The human heart is a complex organ that requires reliable, fluid-tight seals to prevent de-oxygenated blood and other constituents received from the body's tissues from mixing with re-oxygenated blood delivered to the body's tissues. FIG. 1A illustrates a human heart 100 having a right atrium 101, which receives the de-oxygenated blood from the superior vena cava 116 and the inferior vena cava 104. The de-oxygenated blood passes to the right ventricle 103, which pumps the de-oxygenated blood to the lungs via the pulmonary artery 114. Re-oxygenated blood returns from the lungs to the left atrium 102 and is pumped into the left ventricle 105. From the left ventricle 105, the re-oxygenated blood is pumped throughout the body via the aorta 115.
The right atrium 101 and the left atrium 102 are separated by an interatrial septum 106. As shown in FIG. 1B, the interatrial septum 106 includes a primum 107 and a secundum 108. Prior to birth, the primum 107 and the secundum 108 are separated to form an opening (the foramen ovale 109) that allows blood to flow from the right atrium 101 to the left atrium 102 while the fetus receives oxygenated blood from the mother. After birth, the primum 107 normally seals against the secundum 108 and forms an oval-shaped depression, i.e., a fossa ovalis 110.
In some infants, the primum 107 never completely seals with the secundum 108, as shown in cross-sectional view in FIG. 1C and in a left side view in FIG. 1D. In these instances, a patency often having the shape of a tunnel 112 forms between the primum 107 and the secundum 108. This patency is typically referred to as a patent foramen ovale or PFO 113. In most circumstances, the PFO 113 will remain functionally closed and blood will not tend to flow through the PFO 113, due to the normally higher pressures in the left atrium 102 that secure the primum 107 against the secundum 108. Nevertheless, during physical exertion or other instances when pressures are greater in the right atrium 101 than in the left atrium 102, blood can inappropriately pass directly from the right atrium 101 to the left atrium 102 and can carry with it clots, gas bubbles, or other vaso-active substances. Such constituents in the atrial system can pose serious health risks including hemodynamic problems, cryptogenic strokes, venous-to-atrial gas embolisms, migraines, and in some cases even death.

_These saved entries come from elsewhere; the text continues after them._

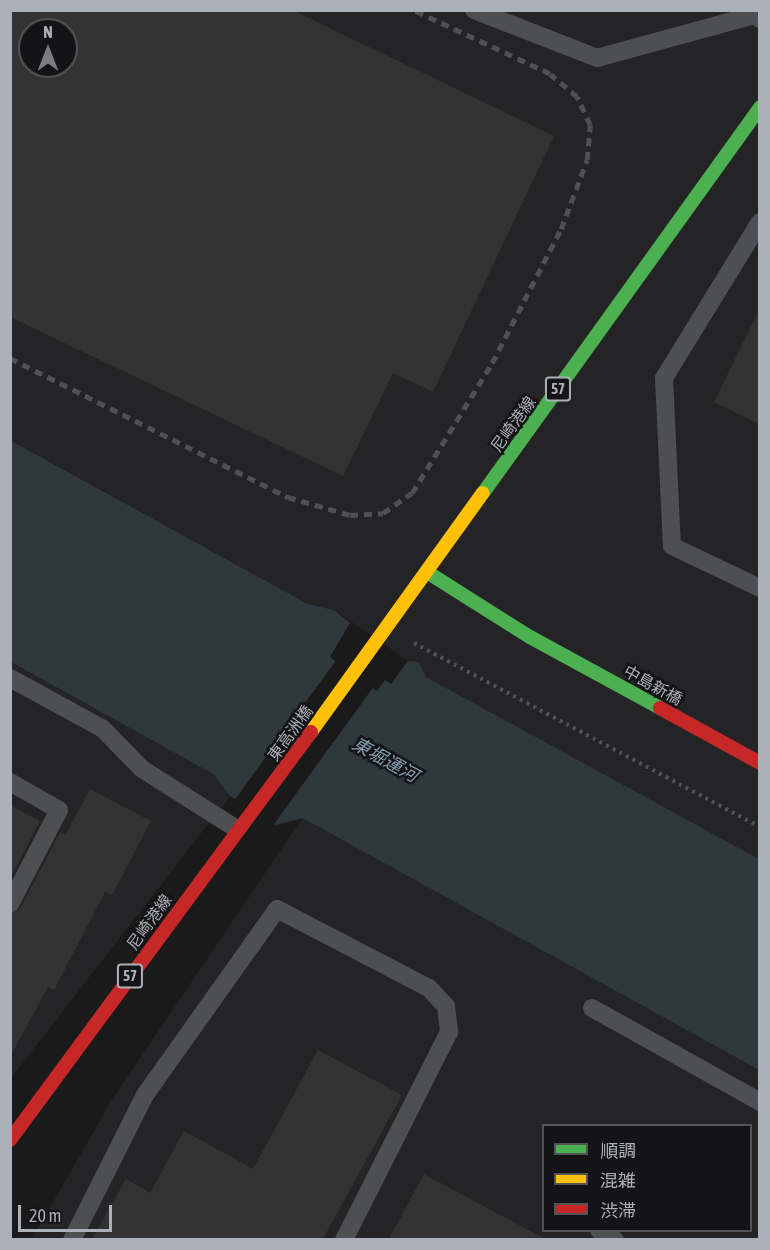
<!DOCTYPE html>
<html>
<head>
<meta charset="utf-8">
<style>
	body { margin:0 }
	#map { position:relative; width:770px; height:1250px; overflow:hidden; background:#1a1a1a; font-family:"Asap Condensed","Noto Sans JP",sans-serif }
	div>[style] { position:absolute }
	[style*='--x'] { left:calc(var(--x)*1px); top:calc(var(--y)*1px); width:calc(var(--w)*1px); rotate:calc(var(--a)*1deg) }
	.built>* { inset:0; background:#242426 }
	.water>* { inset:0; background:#2f383d }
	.pier>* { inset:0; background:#1a1a1a; transform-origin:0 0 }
	.building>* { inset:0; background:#333334 }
	.path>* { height:4px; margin-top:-2px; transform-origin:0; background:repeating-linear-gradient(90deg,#505153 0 3px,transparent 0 7.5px) }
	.lane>* { height:18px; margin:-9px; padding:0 9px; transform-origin:9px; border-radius:9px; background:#4e4f52 }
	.fast>* { height:14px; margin:-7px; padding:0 7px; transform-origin:7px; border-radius:7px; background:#4caf50 }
	.slow>* { height:14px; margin:-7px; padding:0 7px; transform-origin:7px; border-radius:7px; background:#ffc107 }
	.jam>* { height:14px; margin:-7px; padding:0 7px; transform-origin:7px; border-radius:7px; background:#c62828 }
	.rail>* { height:4.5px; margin-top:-2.25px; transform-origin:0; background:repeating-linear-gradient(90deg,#4e5051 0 8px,transparent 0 14px) }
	span { translate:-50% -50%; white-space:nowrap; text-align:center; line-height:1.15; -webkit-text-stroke:5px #141416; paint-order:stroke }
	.shield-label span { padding:2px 4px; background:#141416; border:2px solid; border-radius:4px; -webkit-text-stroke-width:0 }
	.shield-label { font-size:15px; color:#acb1b9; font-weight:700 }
	.street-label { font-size:16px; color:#acb1b9 }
	.water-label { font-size:18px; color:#85a0b2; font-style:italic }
	.frame { position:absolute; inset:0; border:12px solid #acb1b9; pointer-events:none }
	.legend { position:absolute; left:542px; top:1124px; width:210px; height:108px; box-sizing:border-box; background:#141416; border:2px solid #515357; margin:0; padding:8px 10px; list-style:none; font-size:18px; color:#acb1b9 }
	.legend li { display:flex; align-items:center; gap:12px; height:30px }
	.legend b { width:30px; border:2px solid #515357 }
	.north { position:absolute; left:18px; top:18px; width:60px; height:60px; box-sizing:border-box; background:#141416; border:2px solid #515357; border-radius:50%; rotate:0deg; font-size:16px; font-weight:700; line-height:24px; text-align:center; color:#acb1b9 }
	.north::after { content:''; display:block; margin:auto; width:21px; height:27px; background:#797c81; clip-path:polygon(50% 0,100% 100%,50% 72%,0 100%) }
	.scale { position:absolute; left:18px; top:1205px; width:94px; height:27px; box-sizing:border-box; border:3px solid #acb1b9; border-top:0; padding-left:8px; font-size:18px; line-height:21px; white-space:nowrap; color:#acb1b9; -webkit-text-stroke:4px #141416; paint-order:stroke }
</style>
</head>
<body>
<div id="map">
	<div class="built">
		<i style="clip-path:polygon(evenodd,11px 11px,759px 11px,759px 859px,426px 677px,419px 662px,408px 661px,334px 610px,308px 604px,11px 440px,11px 11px,30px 30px,66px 30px,66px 66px,30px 66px,30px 30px)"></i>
		<i style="clip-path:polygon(11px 662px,213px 774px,230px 796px,11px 1078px)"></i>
		<i style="clip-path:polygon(evenodd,303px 817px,759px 1070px,759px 1239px,31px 1240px,113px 1098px,303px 817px,544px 1126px,750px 1126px,750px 1230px,544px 1230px,544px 1126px)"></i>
	</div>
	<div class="water">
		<i style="clip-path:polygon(10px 440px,308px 604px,334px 610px,350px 623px,330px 657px,377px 691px,385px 680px,391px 684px,408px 661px,419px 662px,426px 677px,759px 859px,759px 1070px,303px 818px,276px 825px,230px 796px,213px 774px,11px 662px)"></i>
	</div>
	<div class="pier">
		<i style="left:337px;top:659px;width:46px;height:176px;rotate:36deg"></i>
	</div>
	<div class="building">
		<i style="clip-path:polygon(evenodd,10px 10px,292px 10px,554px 136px,433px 392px,393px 373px,343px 476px,10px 317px,10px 10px,30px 30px,66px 30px,66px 66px,30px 66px,30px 30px)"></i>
		<i style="clip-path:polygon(759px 310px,759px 424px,714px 402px)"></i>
		<i style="clip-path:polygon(90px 789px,151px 821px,112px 895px,105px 892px,54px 990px,48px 987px,10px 1057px,10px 915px,20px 909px,60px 832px,66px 834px)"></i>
		<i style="clip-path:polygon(10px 805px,40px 821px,10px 879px)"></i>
		<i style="clip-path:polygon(318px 1050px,402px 1095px,323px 1239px,92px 1239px,126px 1179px,150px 1193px,184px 1131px,253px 1169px)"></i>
		<i style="clip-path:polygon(424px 1174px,545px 1239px,389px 1239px)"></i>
	</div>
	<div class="path">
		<i style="--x:414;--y:643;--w:392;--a:28"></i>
	</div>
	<div class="lane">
		<i style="--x:474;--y:10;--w:132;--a:21.3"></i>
		<i style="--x:597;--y:58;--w:163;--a:-15.3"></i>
		<i style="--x:754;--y:15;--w:7;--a:34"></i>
		<i style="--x:760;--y:222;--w:183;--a:121.6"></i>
		<i style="--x:664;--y:378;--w:168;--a:87.3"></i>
		<i style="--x:672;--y:546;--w:98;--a:25.5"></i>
		<i style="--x:10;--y:678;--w:106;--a:28.7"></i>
		<i style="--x:103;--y:729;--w:56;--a:45.7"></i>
		<i style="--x:142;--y:769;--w:112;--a:32.3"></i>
		<i style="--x:10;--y:782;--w:56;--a:29.7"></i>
		<i style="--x:59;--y:810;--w:106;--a:117.5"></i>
		<i style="--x:592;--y:1008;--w:193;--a:29.2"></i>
		<i style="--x:599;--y:1230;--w:19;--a:32"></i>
		<i style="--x:72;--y:1240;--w:162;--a:-63.3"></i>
		<i style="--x:145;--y:1095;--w:228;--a:-54.6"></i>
		<i style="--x:277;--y:909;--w:171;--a:27.5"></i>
		<i style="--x:429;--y:988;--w:25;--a:47"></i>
		<i style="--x:446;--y:1006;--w:26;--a:83"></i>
		<i style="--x:449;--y:1032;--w:233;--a:116.8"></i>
	</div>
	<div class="fast">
		<i style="--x:483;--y:493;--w:475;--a:-54.3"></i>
		<i style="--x:427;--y:572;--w:122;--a:32.3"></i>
		<i style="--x:530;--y:637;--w:148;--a:28.6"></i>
	</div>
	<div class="slow">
		<i style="--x:311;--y:732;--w:294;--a:-54.3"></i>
	</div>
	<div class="jam">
		<i style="--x:660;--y:708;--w:114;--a:28.8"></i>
		<i style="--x:10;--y:1140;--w:507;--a:-53.58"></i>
	</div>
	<div class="rail">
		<i style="--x:10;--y:358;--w:311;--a:26.6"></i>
		<i style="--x:288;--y:497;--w:65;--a:16.2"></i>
		<i style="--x:350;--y:515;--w:33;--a:-3"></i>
		<i style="--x:383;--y:513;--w:35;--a:-35"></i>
		<i style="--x:412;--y:493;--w:153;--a:-58.4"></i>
		<i style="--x:492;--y:363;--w:151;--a:-62.8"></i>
		<i style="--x:561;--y:229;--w:74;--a:-69.4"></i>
		<i style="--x:587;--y:160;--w:35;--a:-85"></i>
		<i style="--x:590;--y:125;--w:31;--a:-115"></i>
		<i style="--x:577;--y:97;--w:35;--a:-140"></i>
		<i style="--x:550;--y:74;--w:151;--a:-155"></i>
	</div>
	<div class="shield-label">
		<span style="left:558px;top:389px">57</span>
		<span style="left:130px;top:976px">57</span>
	</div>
	<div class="street-label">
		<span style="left:513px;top:424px;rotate:-54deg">尼崎港線</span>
		<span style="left:653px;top:685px;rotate:29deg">中島新橋</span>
		<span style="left:290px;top:733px;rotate:-54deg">東高洲橋</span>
		<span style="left:149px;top:922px;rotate:-54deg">尼崎港線</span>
	</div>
	<div class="water-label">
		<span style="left:385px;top:760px;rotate:29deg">東堀運河</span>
	</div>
	<div class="frame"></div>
	<ul class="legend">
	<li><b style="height:8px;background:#4caf50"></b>順調</li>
	<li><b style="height:8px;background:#ffc107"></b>混雑</li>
	<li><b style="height:8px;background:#c62828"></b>渋滞</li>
	</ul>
	<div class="north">N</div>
	<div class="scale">20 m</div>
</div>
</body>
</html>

Traditionally, open chest surgery was required to suture or ligate a PFO 113. However, these procedures carry high attendant risks, such as postoperative infection, long patient recovery, and significant patient discomfort and trauma. Accordingly, less invasive techniques have been developed. Most such techniques include using transcatheter implantation of various mechanical devices to close the PFO 113. Such devices include the Cardia® PFO Closure Device, Amplatzer® PFO Occluder, and CardioSEAL® Septal Occlusion Device. One potential drawback with these devices is that they may not be well suited for the long, tunnel-like shape of the PFO 113. As a result, the implanted mechanical devices may become deformed or distorted and in some cases may fail, migrate, or even dislodge. Furthermore, these devices can irritate the cardiac tissue at or near the implantation site, which in turn can potentially cause thromboembolic events, palpitations, and arrhythmias. Other reported complications include weakening, erosion, and tearing of the cardiac tissues around the implanted devices.
Another potential drawback with the implanted mechanical devices described above is that, in order to be completely effective, the tissue around the devices must endothelize once the devices are implanted. The endothelization process can be gradual and can accordingly take several months or more to occur. Accordingly, the foregoing techniques do not immediately solve the problems caused by the PFO 113.
Still another drawback associated with the foregoing techniques is that they can be technically complicated and cumbersome. Accordingly, the techniques may require multiple attempts before the mechanical device is appropriately positioned and implanted. As a result, implanting these devices may require long procedure times during which the patient must be kept under conscious sedation, which can pose further risks to the patient.